Une méthode de calcul de la carte de densité différentielle a été formulée pour la cryo-microscopie électronique. Une validation croisée utilisant une carte « libre », comparable à l’utilisation d’un facteur R libre , est également disponible. Parmi les autres méthodes de vérification de l’adéquation du modèle à la carte, on peut citer les coefficients de corrélation, le FSC du modèle à la carte, les cartes de confiance, CryoEF (vérification du biais d’orientation) et TEMPy SMOC.

En SAXS

La diffusion des rayons X aux petits angles (SAXS) est un domaine de la détermination structurale en pleine expansion, à la fois comme source d'approximation de la structure 3D pour les cas initiaux ou complexes et comme composante des méthodes hybrides de détermination structurale, en combinaison avec la RMN, la microscopie électronique, la cristallographie, la réticulation ou les calculs informatiques. Le développement de normes de validation fiables pour l'interprétation des données SAXS et la qualité des modèles obtenus suscite un vif intérêt, mais aucune méthode n'est encore largement utilisée.
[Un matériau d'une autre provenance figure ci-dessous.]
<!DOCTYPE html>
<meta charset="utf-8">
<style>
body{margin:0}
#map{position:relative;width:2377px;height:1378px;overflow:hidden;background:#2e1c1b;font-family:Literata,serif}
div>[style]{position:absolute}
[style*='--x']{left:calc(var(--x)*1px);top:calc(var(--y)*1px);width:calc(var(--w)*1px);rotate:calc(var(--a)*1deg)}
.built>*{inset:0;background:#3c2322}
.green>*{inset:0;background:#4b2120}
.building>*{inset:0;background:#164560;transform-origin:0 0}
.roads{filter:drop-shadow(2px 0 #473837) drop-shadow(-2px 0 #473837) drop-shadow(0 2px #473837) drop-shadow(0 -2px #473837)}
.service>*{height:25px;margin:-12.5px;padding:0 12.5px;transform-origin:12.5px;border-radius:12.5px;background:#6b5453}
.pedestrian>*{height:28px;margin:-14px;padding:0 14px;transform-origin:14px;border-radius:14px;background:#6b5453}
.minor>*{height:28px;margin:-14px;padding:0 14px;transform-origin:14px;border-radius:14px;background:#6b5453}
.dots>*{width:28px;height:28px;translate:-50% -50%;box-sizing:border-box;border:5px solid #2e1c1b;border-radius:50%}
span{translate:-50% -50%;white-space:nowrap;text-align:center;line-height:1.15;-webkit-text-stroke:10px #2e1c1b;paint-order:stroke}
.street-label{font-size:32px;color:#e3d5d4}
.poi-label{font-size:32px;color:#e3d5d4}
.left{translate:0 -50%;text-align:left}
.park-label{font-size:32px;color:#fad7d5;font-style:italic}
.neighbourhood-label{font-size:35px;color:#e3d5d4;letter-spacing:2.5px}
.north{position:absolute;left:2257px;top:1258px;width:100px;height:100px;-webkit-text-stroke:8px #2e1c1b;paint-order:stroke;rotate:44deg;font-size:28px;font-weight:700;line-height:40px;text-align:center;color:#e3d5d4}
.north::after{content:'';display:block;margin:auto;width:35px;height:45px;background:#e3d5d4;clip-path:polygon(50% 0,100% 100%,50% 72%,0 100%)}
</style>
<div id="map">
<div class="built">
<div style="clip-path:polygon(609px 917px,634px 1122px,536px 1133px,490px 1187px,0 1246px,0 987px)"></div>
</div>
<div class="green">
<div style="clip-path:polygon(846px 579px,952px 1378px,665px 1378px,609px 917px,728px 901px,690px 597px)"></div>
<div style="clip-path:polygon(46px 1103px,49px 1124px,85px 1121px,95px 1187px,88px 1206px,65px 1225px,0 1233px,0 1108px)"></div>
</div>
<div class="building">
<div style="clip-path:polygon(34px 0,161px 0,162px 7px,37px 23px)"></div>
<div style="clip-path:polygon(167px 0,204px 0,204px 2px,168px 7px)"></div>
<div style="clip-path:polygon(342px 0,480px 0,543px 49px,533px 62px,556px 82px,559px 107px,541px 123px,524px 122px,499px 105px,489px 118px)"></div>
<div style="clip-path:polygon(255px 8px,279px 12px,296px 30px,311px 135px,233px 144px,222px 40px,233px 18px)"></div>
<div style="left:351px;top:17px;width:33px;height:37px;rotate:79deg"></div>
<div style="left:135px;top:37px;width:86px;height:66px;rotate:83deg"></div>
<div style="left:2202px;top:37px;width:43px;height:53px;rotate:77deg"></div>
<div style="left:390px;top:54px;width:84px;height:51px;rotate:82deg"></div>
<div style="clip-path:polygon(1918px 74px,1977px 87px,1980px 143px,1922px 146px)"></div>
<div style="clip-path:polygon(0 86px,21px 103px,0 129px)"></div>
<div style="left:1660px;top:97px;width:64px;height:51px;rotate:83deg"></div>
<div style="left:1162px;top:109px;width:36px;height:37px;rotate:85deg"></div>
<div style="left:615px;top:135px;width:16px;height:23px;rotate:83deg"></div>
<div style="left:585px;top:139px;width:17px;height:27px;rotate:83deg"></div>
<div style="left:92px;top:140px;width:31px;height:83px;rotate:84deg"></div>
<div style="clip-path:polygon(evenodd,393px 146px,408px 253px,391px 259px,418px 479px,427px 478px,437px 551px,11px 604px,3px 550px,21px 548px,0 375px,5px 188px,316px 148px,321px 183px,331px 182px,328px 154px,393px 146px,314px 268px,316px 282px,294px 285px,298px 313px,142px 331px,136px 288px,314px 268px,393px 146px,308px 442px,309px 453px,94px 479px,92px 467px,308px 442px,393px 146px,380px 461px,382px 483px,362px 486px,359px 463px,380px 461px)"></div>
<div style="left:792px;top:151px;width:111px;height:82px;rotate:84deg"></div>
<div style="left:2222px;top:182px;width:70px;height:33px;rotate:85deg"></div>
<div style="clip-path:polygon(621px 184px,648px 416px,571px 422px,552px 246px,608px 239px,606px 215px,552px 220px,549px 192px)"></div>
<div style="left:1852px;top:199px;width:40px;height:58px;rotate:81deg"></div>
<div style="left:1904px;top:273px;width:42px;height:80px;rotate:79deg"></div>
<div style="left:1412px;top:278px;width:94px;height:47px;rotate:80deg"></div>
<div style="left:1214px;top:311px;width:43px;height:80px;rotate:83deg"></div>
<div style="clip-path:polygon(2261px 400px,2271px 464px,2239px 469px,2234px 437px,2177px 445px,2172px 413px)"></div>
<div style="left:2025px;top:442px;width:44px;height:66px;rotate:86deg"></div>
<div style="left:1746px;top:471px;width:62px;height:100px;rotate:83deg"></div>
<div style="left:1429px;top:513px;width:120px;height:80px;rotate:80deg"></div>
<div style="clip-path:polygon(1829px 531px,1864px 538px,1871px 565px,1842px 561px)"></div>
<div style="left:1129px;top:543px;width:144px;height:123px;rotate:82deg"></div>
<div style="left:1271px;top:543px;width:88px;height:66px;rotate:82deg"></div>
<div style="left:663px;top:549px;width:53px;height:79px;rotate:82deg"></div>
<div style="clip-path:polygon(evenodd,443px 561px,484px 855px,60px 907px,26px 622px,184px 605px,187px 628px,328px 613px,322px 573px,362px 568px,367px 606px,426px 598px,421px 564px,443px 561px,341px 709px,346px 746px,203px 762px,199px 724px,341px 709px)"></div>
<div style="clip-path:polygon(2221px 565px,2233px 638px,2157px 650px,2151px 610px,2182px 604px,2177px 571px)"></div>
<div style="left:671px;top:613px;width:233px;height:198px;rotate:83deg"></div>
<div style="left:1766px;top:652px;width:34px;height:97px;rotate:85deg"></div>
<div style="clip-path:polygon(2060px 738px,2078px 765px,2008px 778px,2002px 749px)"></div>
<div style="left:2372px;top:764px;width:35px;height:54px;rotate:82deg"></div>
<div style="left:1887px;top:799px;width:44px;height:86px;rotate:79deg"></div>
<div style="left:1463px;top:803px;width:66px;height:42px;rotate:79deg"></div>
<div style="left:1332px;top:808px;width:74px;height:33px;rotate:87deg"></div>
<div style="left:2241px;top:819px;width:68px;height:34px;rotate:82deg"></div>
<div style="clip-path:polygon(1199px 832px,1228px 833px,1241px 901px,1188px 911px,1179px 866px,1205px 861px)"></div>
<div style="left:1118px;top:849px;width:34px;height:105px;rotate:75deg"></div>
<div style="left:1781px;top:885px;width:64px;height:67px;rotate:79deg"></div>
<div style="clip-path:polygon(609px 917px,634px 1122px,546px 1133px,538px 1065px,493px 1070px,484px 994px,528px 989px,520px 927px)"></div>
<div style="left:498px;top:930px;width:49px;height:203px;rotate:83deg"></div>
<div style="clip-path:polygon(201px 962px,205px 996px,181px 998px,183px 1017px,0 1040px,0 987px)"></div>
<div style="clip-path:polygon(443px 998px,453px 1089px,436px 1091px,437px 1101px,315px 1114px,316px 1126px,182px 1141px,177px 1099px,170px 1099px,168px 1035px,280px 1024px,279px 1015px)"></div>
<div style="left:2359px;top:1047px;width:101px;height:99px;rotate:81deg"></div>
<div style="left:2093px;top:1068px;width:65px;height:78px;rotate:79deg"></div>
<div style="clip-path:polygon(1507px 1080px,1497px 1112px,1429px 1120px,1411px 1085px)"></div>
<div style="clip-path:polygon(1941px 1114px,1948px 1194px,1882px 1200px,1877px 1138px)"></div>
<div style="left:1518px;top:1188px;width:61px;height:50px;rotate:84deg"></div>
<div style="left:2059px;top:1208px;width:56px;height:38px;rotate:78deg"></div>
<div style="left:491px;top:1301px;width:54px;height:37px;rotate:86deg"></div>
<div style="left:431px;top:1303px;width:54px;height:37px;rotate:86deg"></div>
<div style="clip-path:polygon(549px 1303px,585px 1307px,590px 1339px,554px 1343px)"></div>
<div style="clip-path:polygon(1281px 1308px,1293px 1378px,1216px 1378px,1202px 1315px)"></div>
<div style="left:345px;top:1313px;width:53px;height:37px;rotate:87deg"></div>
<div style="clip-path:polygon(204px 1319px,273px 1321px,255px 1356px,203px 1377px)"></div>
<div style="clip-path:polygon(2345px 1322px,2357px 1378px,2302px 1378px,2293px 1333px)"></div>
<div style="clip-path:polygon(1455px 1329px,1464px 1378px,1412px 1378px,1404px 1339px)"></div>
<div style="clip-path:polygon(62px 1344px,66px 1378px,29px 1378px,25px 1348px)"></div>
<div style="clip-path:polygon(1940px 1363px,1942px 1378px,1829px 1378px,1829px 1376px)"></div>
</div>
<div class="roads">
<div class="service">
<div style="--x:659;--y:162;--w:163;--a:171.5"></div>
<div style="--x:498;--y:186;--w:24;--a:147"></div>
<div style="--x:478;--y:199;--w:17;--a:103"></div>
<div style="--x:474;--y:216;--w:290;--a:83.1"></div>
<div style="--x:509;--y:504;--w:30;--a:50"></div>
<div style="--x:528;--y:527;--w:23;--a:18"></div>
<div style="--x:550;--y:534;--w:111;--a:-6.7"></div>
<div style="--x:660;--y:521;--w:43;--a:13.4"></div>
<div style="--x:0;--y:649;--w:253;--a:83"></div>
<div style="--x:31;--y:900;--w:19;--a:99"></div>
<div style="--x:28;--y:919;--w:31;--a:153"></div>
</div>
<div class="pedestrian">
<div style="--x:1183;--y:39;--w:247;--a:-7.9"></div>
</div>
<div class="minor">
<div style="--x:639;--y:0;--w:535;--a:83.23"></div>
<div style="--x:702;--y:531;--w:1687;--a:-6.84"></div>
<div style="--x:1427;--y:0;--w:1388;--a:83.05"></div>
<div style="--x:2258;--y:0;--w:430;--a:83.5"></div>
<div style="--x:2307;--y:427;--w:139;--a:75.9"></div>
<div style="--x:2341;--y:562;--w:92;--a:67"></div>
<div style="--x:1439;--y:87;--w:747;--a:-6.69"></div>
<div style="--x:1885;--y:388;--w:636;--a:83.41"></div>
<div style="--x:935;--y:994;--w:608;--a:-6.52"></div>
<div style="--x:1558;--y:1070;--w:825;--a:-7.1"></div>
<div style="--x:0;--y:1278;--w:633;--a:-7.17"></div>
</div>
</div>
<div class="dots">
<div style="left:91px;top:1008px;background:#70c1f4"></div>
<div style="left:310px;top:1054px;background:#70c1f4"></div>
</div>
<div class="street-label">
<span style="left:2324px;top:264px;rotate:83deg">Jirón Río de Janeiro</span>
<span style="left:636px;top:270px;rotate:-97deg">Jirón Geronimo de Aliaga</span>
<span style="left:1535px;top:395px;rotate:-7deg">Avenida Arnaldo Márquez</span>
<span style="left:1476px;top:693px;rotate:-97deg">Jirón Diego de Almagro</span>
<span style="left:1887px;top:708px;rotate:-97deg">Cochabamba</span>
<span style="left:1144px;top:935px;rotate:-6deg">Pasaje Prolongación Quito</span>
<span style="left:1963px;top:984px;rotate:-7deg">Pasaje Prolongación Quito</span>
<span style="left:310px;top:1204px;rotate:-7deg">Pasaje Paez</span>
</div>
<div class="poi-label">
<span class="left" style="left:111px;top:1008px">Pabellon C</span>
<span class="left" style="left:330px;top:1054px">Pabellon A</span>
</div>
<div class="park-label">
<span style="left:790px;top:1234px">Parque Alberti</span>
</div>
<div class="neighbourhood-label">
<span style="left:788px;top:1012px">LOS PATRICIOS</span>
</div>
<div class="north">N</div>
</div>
Trois avancées récentes dans ce sens sont la création d'un groupe de travail sur la validation de la diffusion aux petits angles par la Protein Data Bank mondiale et son rapport initial , un ensemble de normes suggérées pour l'inclusion des données dans les publications et une première proposition de critères statistiques pour l'évaluation automatisée de la qualité

Pour la biologie computationnelle

Il est difficile de valider de manière pertinente un modèle macromoléculaire individuel, purement computationnel, en l'absence de données expérimentales pour cette molécule, car le modèle présentant la meilleure géométrie et le meilleur score conformationnel n'est pas nécessairement celui qui se rapproche le plus de la réponse exacte. Par conséquent, la validation de la modélisation computationnelle repose en grande partie sur l'évaluation des méthodes. Afin d'éviter les biais et les raisonnements fallacieux, des concours de prédiction en double aveugle ont été mis en place. Le premier exemple en est le CASP (Critical Assessment of Structure Prediction), organisé tous les deux ans depuis 1994, qui évalue les prédictions de structures protéiques 3D à partir de structures cristallographiques ou RMN nouvellement résolues et dont la confidentialité est maintenue jusqu'à la fin du concours. Le critère principal d'évaluation du CASP est un score pondéré, appelé GDT-TS, qui évalue la concordance des positions des atomes Cα entre les modèles prédits et expérimentaux.